* YOUR OBJECTIVE: Examine every line of the listing below. Count those containing "name" and state only the result.

* MATERIAL PROVIDED:
▼▼▼

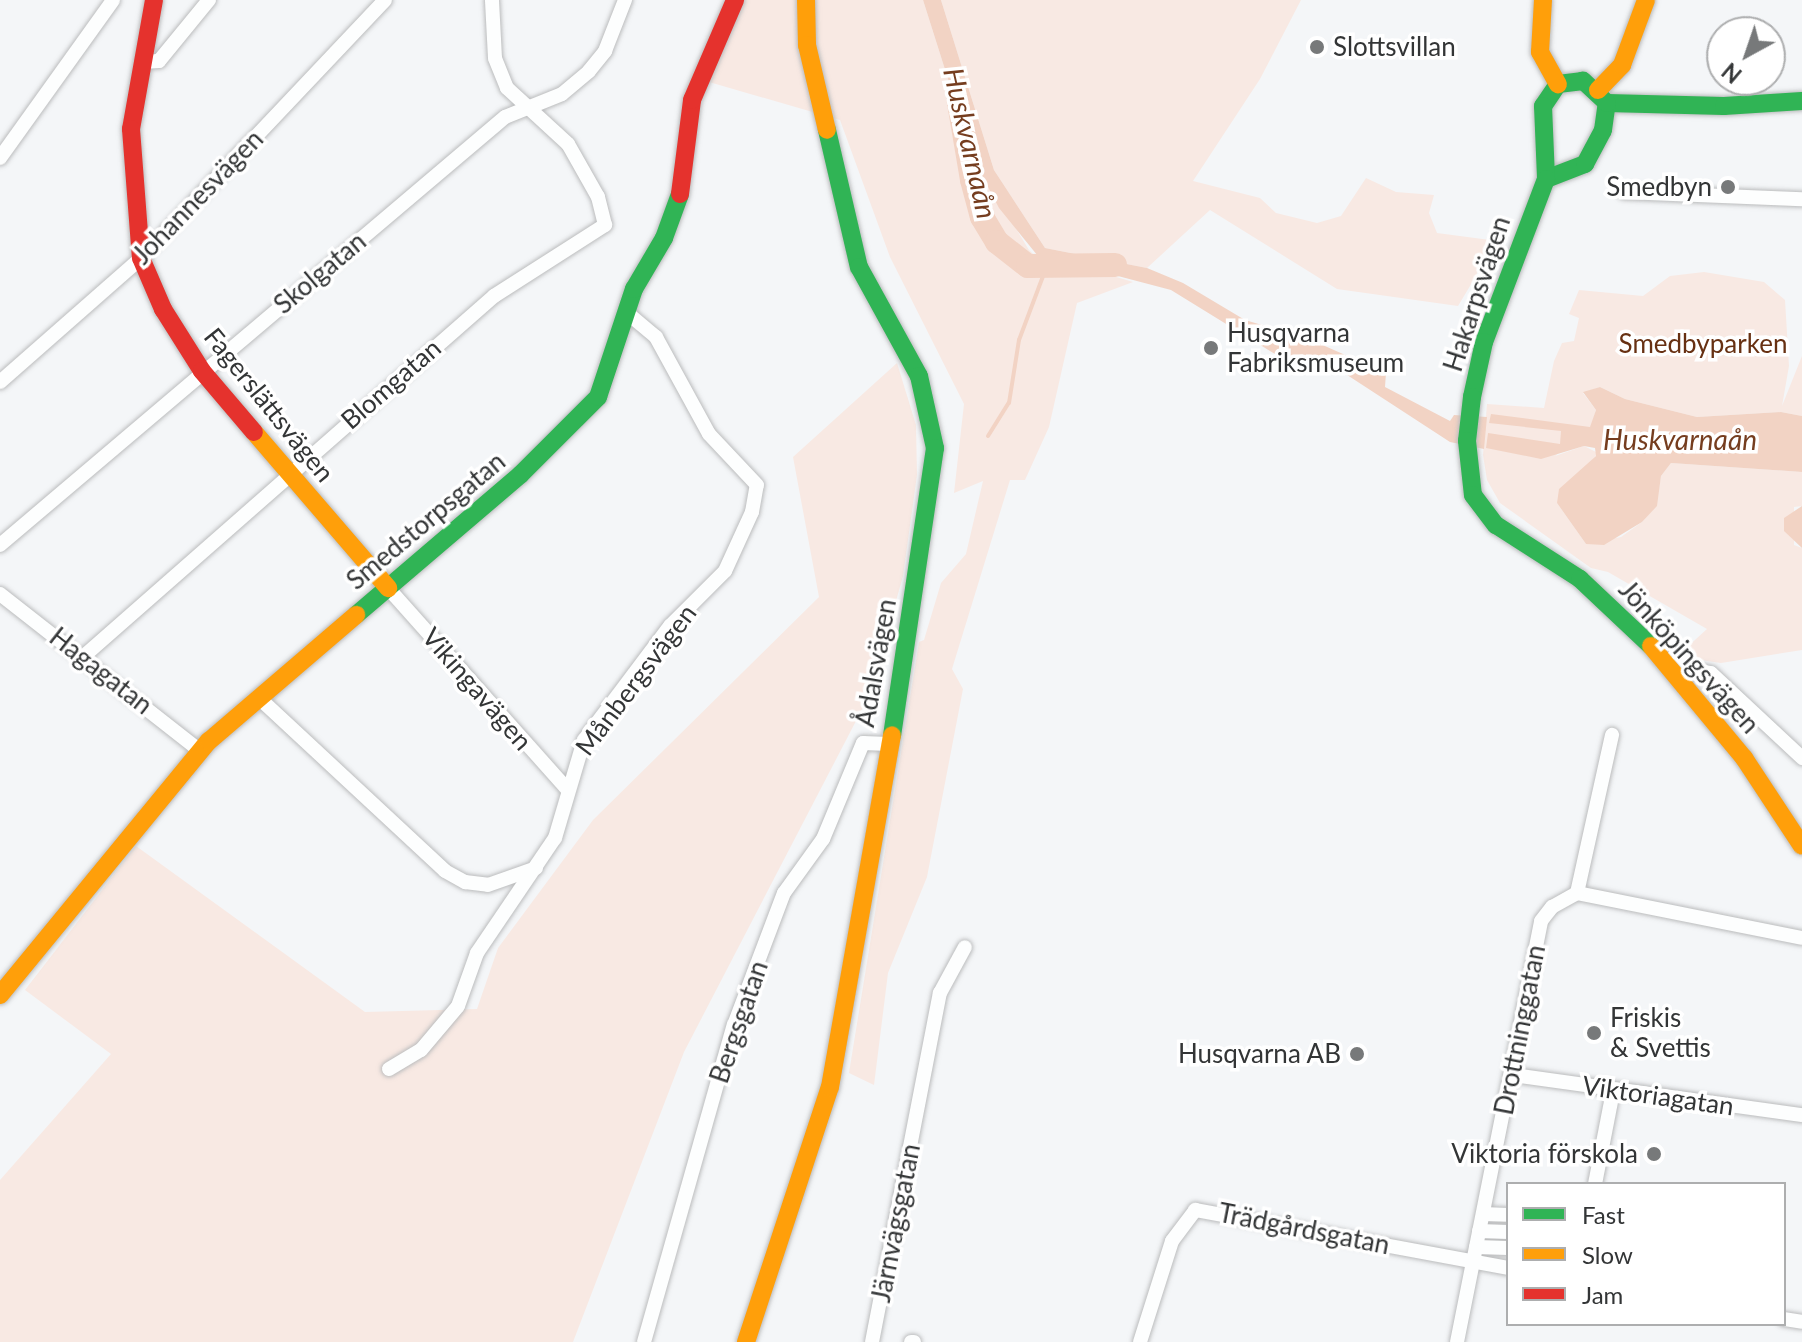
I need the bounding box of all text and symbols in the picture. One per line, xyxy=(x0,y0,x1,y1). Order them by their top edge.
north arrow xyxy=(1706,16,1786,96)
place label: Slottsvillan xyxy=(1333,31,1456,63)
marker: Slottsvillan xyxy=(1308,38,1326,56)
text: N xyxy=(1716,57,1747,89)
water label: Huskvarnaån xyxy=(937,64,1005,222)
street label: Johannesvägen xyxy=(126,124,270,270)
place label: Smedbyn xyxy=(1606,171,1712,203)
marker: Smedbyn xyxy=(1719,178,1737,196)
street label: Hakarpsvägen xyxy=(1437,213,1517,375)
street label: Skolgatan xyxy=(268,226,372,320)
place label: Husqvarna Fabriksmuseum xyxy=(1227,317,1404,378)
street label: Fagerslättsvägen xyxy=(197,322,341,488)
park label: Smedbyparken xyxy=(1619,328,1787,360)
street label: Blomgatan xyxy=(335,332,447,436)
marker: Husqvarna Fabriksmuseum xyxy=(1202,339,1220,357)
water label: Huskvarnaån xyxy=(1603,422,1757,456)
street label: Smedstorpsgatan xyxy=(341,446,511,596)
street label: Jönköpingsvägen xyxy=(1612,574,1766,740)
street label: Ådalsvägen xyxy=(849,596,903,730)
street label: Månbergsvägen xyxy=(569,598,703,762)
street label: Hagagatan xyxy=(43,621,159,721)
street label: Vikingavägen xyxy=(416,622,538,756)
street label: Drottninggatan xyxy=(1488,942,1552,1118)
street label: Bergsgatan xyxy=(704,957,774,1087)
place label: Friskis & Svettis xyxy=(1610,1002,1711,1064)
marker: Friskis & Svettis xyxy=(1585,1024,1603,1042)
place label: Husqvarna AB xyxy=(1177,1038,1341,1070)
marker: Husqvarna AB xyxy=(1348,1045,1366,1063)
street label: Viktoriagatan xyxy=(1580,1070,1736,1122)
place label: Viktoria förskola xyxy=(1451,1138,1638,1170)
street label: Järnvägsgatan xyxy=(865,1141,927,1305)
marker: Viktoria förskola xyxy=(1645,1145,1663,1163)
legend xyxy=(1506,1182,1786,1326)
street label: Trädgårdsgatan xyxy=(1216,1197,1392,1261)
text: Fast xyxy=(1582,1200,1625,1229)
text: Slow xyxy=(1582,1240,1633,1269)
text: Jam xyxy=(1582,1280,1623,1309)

▲▲▲
▼▼▼

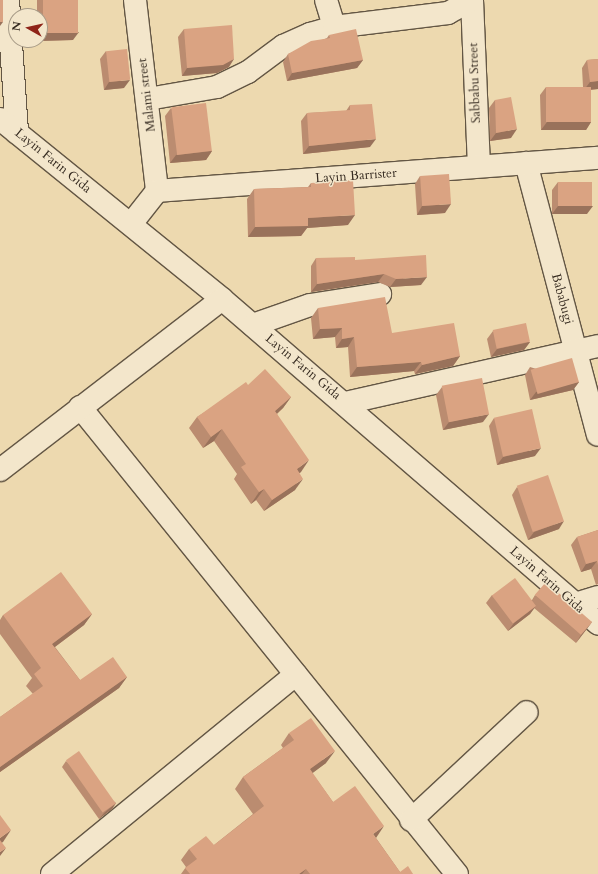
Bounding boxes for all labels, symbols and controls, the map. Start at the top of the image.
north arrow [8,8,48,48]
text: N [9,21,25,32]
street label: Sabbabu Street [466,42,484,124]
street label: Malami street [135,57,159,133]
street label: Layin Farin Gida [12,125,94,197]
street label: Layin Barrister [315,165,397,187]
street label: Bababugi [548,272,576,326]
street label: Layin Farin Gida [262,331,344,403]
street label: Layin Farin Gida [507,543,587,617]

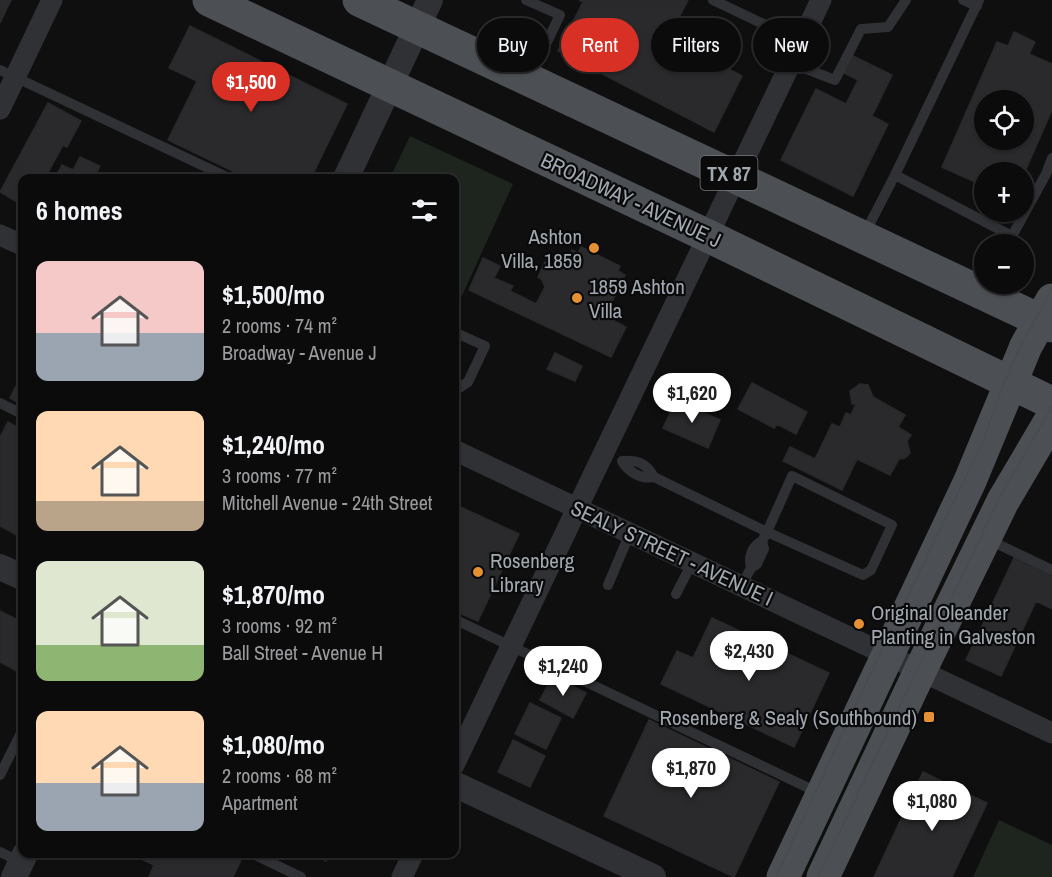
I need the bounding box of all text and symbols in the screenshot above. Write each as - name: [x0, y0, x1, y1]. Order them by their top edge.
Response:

▲▲▲
▼▼▼

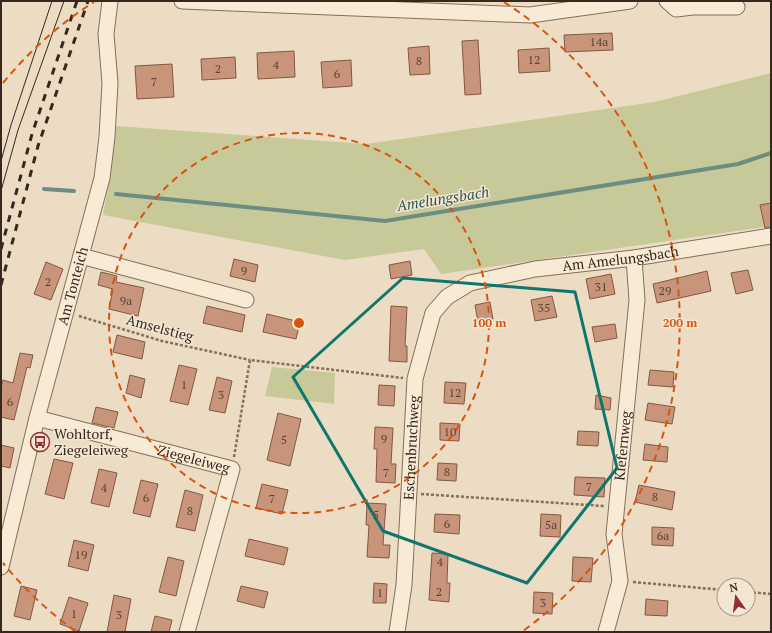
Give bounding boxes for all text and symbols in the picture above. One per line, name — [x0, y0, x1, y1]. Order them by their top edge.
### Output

▲▲▲

* THE COMPLETED TASK: 2